[Provided data Boundary: Start]

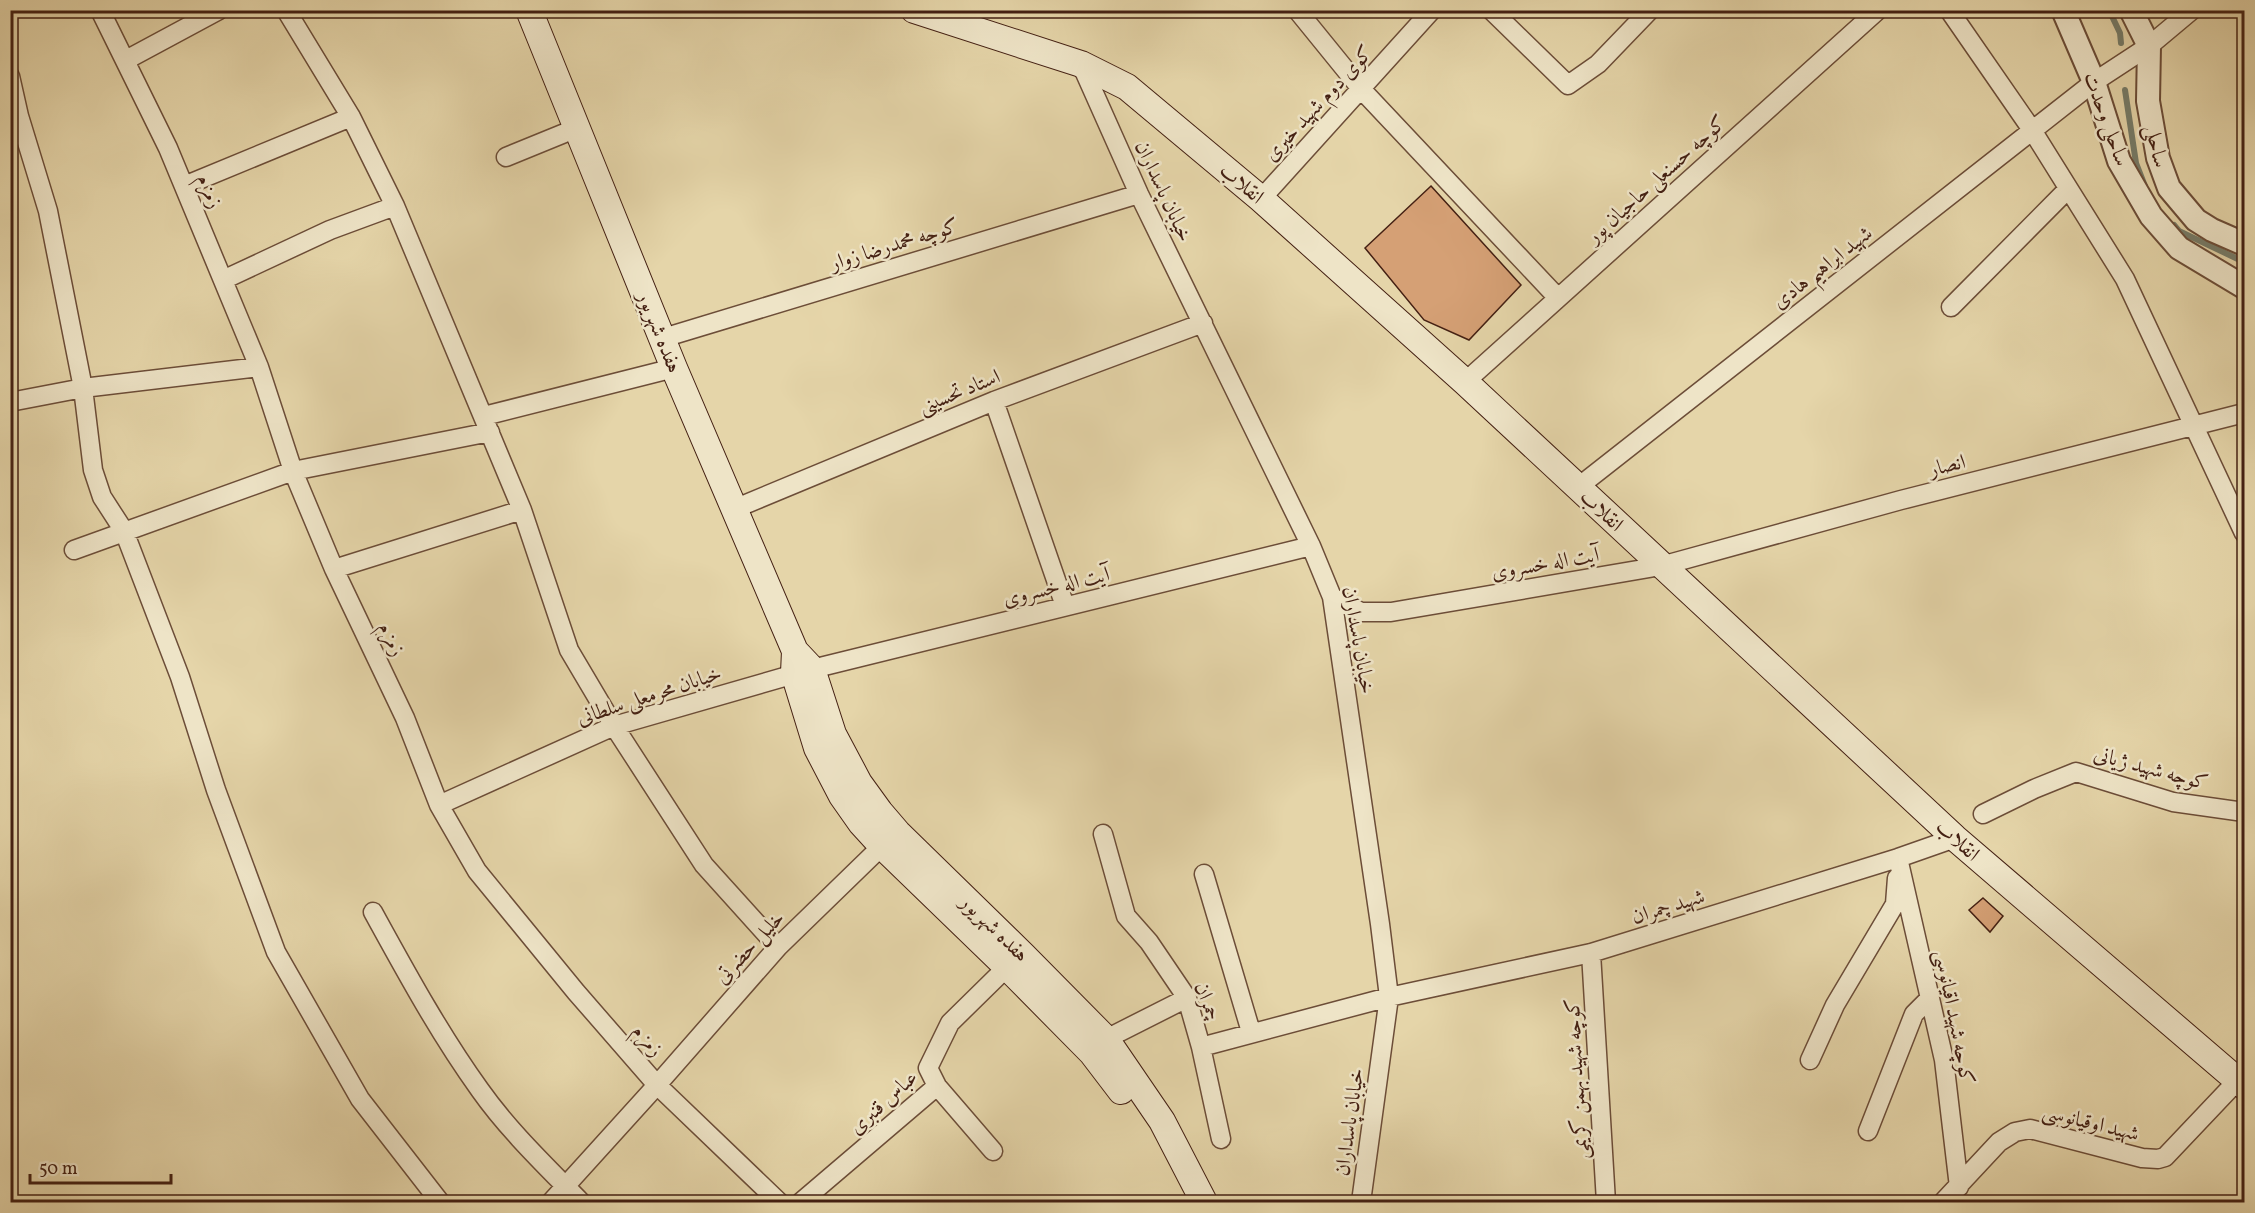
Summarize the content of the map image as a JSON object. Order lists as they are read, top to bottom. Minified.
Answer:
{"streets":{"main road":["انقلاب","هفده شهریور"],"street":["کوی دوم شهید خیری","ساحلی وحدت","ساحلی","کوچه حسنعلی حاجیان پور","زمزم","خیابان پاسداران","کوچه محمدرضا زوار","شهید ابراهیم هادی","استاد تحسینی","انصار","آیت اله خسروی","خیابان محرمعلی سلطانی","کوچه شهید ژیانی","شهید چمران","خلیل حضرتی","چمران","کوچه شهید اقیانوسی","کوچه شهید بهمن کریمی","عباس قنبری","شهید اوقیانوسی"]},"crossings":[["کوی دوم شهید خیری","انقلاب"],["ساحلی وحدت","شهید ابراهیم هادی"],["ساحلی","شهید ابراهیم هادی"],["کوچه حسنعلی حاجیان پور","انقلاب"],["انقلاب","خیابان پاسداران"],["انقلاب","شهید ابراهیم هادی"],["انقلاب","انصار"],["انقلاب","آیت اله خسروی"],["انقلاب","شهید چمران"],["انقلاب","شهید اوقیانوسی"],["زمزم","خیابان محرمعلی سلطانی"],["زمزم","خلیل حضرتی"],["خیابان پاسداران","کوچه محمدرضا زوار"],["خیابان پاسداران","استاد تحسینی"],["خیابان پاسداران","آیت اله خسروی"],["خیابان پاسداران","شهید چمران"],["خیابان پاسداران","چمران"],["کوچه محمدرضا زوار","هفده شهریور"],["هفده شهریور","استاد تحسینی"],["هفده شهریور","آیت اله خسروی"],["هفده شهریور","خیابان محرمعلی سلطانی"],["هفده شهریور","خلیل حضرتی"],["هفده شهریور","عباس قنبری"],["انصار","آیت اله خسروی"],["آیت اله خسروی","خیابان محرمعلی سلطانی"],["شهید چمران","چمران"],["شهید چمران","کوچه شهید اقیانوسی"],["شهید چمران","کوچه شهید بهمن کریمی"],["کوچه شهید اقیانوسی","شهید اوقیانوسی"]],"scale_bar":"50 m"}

[Provided data Boundary: End]

#### Task statement:
The listing above should be repeated word for word, with every image left out.

#### Result of the exercise:
Summarize the content of the map image as a JSON object. Order lists as they are read, top to bottom. Minified.
Answer:
{"streets":{"main road":["انقلاب","هفده شهریور"],"street":["کوی دوم شهید خیری","ساحلی وحدت","ساحلی","کوچه حسنعلی حاجیان پور","زمزم","خیابان پاسداران","کوچه محمدرضا زوار","شهید ابراهیم هادی","استاد تحسینی","انصار","آیت اله خسروی","خیابان محرمعلی سلطانی","کوچه شهید ژیانی","شهید چمران","خلیل حضرتی","چمران","کوچه شهید اقیانوسی","کوچه شهید بهمن کریمی","عباس قنبری","شهید اوقیانوسی"]},"crossings":[["کوی دوم شهید خیری","انقلاب"],["ساحلی وحدت","شهید ابراهیم هادی"],["ساحلی","شهید ابراهیم هادی"],["کوچه حسنعلی حاجیان پور","انقلاب"],["انقلاب","خیابان پاسداران"],["انقلاب","شهید ابراهیم هادی"],["انقلاب","انصار"],["انقلاب","آیت اله خسروی"],["انقلاب","شهید چمران"],["انقلاب","شهید اوقیانوسی"],["زمزم","خیابان محرمعلی سلطانی"],["زمزم","خلیل حضرتی"],["خیابان پاسداران","کوچه محمدرضا زوار"],["خیابان پاسداران","استاد تحسینی"],["خیابان پاسداران","آیت اله خسروی"],["خیابان پاسداران","شهید چمران"],["خیابان پاسداران","چمران"],["کوچه محمدرضا زوار","هفده شهریور"],["هفده شهریور","استاد تحسینی"],["هفده شهریور","آیت اله خسروی"],["هفده شهریور","خیابان محرمعلی سلطانی"],["هفده شهریور","خلیل حضرتی"],["هفده شهریور","عباس قنبری"],["انصار","آیت اله خسروی"],["آیت اله خسروی","خیابان محرمعلی سلطانی"],["شهید چمران","چمران"],["شهید چمران","کوچه شهید اقیانوسی"],["شهید چمران","کوچه شهید بهمن کریمی"],["کوچه شهید اقیانوسی","شهید اوقیانوسی"]],"scale_bar":"50 m"}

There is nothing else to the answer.